Collected data

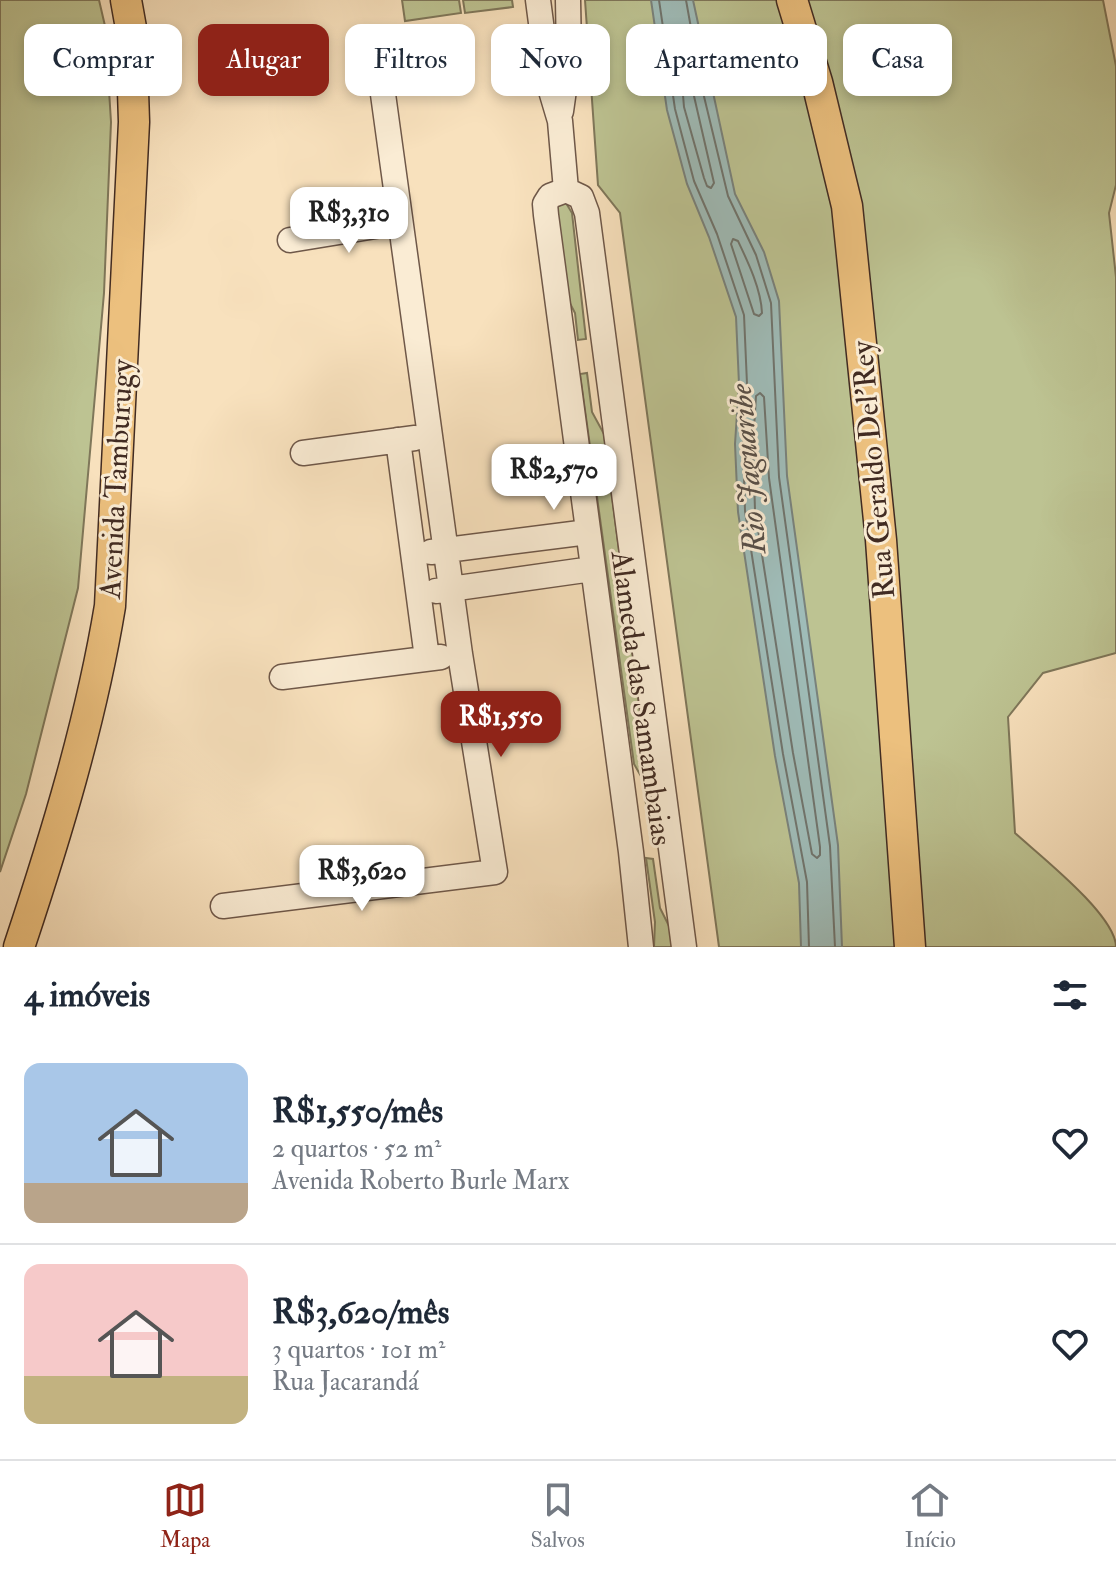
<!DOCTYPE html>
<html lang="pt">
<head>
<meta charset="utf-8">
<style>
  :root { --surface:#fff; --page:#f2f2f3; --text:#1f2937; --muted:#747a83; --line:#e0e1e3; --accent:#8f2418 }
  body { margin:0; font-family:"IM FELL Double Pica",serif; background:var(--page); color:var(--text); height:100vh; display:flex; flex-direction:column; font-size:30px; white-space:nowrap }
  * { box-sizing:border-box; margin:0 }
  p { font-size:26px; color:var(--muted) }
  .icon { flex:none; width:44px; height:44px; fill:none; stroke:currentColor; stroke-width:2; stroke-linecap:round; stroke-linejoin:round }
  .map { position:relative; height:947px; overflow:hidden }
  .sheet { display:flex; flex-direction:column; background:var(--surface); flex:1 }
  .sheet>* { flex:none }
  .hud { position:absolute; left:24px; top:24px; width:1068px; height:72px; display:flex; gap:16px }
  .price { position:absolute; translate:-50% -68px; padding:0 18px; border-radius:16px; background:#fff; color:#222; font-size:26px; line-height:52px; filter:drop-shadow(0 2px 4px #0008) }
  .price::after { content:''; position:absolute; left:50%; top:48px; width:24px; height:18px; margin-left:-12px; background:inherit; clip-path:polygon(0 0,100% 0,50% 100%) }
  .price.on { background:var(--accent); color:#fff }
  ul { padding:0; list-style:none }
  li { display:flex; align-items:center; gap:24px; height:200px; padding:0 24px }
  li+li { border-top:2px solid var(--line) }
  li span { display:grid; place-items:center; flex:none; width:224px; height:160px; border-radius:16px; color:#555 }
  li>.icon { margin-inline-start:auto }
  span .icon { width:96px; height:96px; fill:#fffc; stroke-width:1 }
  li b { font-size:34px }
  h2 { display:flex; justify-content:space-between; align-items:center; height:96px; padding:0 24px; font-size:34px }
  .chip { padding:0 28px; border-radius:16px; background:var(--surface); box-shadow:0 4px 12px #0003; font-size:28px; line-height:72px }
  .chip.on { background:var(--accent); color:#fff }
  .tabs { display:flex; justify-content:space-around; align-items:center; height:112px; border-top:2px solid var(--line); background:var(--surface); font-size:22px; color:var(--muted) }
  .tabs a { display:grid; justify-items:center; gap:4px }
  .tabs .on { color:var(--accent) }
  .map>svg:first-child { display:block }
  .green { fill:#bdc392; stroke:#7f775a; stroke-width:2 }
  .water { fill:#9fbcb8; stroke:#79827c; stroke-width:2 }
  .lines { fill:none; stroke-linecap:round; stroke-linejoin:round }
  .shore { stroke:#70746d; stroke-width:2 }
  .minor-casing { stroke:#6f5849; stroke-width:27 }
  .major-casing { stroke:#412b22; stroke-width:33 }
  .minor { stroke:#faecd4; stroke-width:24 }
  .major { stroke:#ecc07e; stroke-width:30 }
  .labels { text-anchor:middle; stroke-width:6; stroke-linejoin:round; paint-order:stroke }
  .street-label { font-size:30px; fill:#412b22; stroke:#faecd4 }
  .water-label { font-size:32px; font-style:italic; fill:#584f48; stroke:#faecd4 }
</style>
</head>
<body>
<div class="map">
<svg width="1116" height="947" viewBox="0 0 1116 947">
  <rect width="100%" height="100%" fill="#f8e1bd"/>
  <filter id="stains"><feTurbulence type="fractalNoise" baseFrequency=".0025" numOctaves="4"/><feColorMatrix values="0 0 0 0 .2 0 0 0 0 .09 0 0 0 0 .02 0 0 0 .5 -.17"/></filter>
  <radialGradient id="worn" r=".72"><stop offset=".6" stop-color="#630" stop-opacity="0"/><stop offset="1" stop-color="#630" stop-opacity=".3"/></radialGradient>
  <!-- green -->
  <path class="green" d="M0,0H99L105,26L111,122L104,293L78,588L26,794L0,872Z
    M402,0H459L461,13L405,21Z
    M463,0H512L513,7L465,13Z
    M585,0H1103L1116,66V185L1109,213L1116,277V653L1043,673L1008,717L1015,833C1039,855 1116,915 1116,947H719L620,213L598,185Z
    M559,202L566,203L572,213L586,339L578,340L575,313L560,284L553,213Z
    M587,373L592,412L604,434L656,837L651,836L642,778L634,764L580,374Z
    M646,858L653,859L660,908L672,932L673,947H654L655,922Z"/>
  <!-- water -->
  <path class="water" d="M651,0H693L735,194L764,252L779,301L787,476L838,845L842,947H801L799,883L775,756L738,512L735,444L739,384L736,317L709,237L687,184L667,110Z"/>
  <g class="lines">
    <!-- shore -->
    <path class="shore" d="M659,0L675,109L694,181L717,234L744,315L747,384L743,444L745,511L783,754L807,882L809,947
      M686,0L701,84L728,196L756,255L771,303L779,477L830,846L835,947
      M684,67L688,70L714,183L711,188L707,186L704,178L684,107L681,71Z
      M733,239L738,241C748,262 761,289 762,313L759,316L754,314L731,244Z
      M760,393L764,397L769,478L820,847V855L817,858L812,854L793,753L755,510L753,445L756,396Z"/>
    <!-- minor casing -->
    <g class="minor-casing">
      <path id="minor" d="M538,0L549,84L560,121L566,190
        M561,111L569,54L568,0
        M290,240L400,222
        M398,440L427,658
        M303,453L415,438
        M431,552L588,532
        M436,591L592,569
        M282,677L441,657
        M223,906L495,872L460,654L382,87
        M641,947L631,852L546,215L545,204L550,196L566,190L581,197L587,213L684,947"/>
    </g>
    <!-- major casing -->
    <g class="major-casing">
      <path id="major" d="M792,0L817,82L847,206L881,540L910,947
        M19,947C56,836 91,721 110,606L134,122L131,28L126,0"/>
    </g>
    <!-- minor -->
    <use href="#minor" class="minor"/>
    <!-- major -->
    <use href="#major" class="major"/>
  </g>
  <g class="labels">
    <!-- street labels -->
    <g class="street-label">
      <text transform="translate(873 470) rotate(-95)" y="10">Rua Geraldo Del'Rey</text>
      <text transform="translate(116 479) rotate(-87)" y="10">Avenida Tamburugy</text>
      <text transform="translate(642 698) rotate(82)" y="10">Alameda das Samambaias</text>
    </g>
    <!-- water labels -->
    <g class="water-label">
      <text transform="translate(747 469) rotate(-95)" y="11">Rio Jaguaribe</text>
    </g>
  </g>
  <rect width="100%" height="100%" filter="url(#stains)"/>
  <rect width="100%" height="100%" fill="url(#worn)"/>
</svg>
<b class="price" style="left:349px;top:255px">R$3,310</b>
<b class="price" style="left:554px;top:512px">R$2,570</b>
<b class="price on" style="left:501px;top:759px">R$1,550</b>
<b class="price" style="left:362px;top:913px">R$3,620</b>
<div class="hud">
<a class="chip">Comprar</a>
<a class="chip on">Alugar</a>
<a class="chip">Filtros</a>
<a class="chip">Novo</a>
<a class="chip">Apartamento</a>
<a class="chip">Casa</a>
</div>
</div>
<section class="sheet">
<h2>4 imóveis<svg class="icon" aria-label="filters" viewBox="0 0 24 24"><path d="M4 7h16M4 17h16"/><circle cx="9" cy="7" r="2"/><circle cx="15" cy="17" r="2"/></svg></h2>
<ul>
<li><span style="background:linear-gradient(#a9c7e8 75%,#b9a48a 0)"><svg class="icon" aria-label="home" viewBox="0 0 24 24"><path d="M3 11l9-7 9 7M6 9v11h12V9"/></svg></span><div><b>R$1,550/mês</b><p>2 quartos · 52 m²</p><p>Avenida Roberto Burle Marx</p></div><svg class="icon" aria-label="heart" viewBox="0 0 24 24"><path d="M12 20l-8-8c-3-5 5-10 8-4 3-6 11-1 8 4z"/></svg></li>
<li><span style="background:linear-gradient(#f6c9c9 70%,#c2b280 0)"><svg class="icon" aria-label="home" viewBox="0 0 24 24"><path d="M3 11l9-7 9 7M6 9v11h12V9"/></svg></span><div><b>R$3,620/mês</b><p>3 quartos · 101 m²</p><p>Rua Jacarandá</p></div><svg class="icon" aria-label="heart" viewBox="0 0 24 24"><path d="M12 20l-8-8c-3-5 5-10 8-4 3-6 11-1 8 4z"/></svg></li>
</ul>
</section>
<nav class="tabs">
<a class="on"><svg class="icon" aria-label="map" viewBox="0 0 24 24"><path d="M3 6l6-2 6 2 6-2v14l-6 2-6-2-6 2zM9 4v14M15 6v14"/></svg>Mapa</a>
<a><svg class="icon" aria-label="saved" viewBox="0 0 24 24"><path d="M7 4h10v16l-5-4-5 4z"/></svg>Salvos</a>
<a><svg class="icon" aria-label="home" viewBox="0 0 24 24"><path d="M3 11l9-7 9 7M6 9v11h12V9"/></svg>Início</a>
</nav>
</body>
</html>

# [ABOUT THIS TASK]
From the records above, extract exactly and only the lines that begin at the line with "background:var(--page); color:var(--text); height:100vh;" and stop after the line with "padding:0 28px; border-radius:16px;".

# [RESPONSE]
  body { margin:0; font-family:"IM FELL Double Pica",serif; background:var(--page); color:var(--text); height:100vh; display:flex; flex-direction:column; font-size:30px; white-space:nowrap }
  * { box-sizing:border-box; margin:0 }
  p { font-size:26px; color:var(--muted) }
  .icon { flex:none; width:44px; height:44px; fill:none; stroke:currentColor; stroke-width:2; stroke-linecap:round; stroke-linejoin:round }
  .map { position:relative; height:947px; overflow:hidden }
  .sheet { display:flex; flex-direction:column; background:var(--surface); flex:1 }
  .sheet>* { flex:none }
  .hud { position:absolute; left:24px; top:24px; width:1068px; height:72px; display:flex; gap:16px }
  .price { position:absolute; translate:-50% -68px; padding:0 18px; border-radius:16px; background:#fff; color:#222; font-size:26px; line-height:52px; filter:drop-shadow(0 2px 4px #0008) }
  .price::after { content:''; position:absolute; left:50%; top:48px; width:24px; height:18px; margin-left:-12px; background:inherit; clip-path:polygon(0 0,100% 0,50% 100%) }
  .price.on { background:var(--accent); color:#fff }
  ul { padding:0; list-style:none }
  li { display:flex; align-items:center; gap:24px; height:200px; padding:0 24px }
  li+li { border-top:2px solid var(--line) }
  li span { display:grid; place-items:center; flex:none; width:224px; height:160px; border-radius:16px; color:#555 }
  li>.icon { margin-inline-start:auto }
  span .icon { width:96px; height:96px; fill:#fffc; stroke-width:1 }
  li b { font-size:34px }
  h2 { display:flex; justify-content:space-between; align-items:center; height:96px; padding:0 24px; font-size:34px }
  .chip { padding:0 28px; border-radius:16px; background:var(--surface); box-shadow:0 4px 12px #0003; font-size:28px; line-height:72px }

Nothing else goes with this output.